文件結構化與自動回存資料庫之研究

目前大部分各公司的商業資訊都會以某種標準格式來做資料的交換，XML（eXtensible Markup Language）文件是最常用來資料傳遞的載具，但由於各家公司資料庫設計不盡相同導致100間公司可能有100種資料庫欄位名稱，在做資料轉換時常會因為兩家公司資料庫欄位名稱不完全相同而產生資料傳遞的困難。雖然對於一般公司的上下游公司(supplying chain)還能夠協調成統一的資料庫欄位名稱或是建立一些正確的轉換機制來傳遞彼此的資訊。我們期望能做到公司能透過原本資料庫內的資訊和字詞字典輔助就能將外來的相關資料庫電子文件資訊轉入資料庫中。本研究提出一個方式希望能透果某些字詞的協助將各類電子文件以自動化方式透過下列3階段來擷取文件中資料，將其轉為結構化資訊進而能存回原有資料庫中。下列為本系統的3個步驟： 1. 從文件中尋找與原資料庫的相關表格。 2. 區分第一步驟中的相關表格為目的表格及參照表格。前者為即E-R模型中菱形方塊，後者為即E-R模型中長方形方塊。 3. 擷取文章中與表格相關資訊及回存資料庫中。本論文共分為6個部分：序論、相關技術分析、研究設計模型、實作步驟及方法、實驗結果與討論、結論。

關鍵字

文件結構化；資訊擷取

並列摘要

At present, commercial information of most company always use standard form for information exchange.

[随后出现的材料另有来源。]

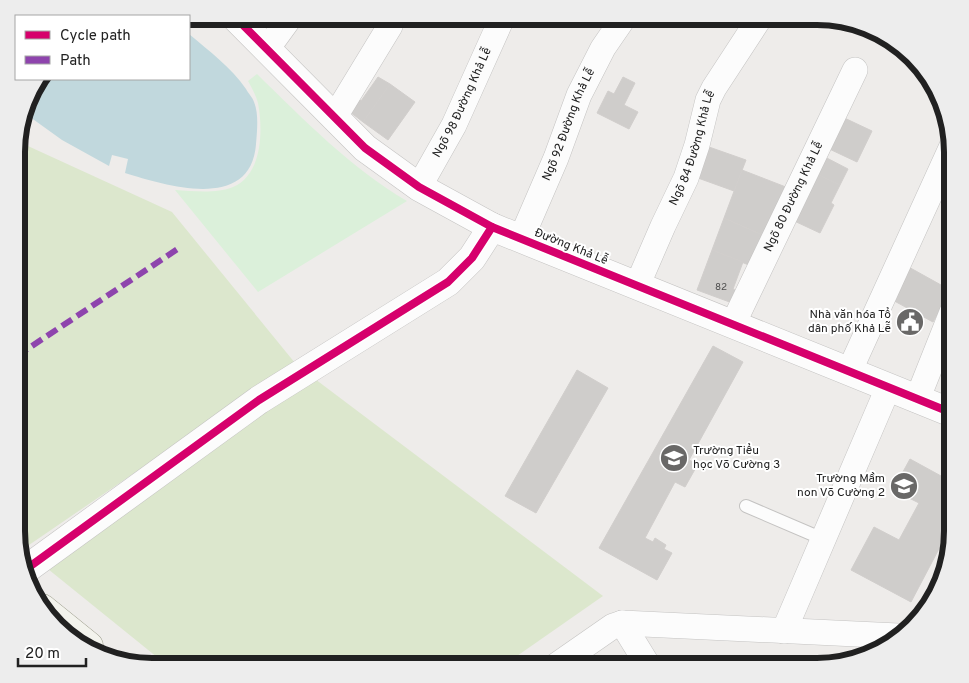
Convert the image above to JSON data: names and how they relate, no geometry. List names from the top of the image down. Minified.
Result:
{"streets":{"street":["Ngõ 98 Đường Khả Lễ","Ngõ 92 Đường Khả Lễ","Ngõ 84 Đường Khả Lễ","Ngõ 80 Đường Khả Lễ","Đường Khả Lễ"]},"crossings":[["Ngõ 98 Đường Khả Lễ","Đường Khả Lễ"],["Ngõ 92 Đường Khả Lễ","Đường Khả Lễ"],["Ngõ 84 Đường Khả Lễ","Đường Khả Lễ"],["Ngõ 80 Đường Khả Lễ","Đường Khả Lễ"]],"places":{"public building":["Nhà văn hóa Tổ dân phố Khả Lễ"],"school or university":["Trường Tiểu học Võ Cường 3","Trường Mầm non Võ Cường 2"]},"house_numbers":["82"],"legend":["Cycle path","Path"],"scale_bar":"20 m"}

XML document is the most common used carrier to transfer information. But since each company has its own database design or schema, there are some difficulties resulted from information exchange between two different companies. Although supplying chain companies may adjust their databases into one common schema or construct a common exchange mechanism to exchange information among each other, some unavoidable problems still exist. We expect that company may use information contained in original database and the assistance of term dictionary to convert external electronic document into original database. In this paper, we propose an automatic conversion method by using the assistance of some specific terms and applying the three steps we introduce to retrieve information contained in document. The retrieved information will then be converted into structural information and be stored back into original database. The three steps in the system we construct are as follows: 1. Find tables that are related to database from document 2. Separate the tables from step 1 into destination table and reference table; the former is that represented by diamond shape of E-R model, the latter is that represented by rectangular shape of E-R model. 3. Retrieve information related to tables from document and save into original database. This paper consists of 6 section: introduction, analysis of related techniques, model design, implementation method, experiment result and discussion, conclusion.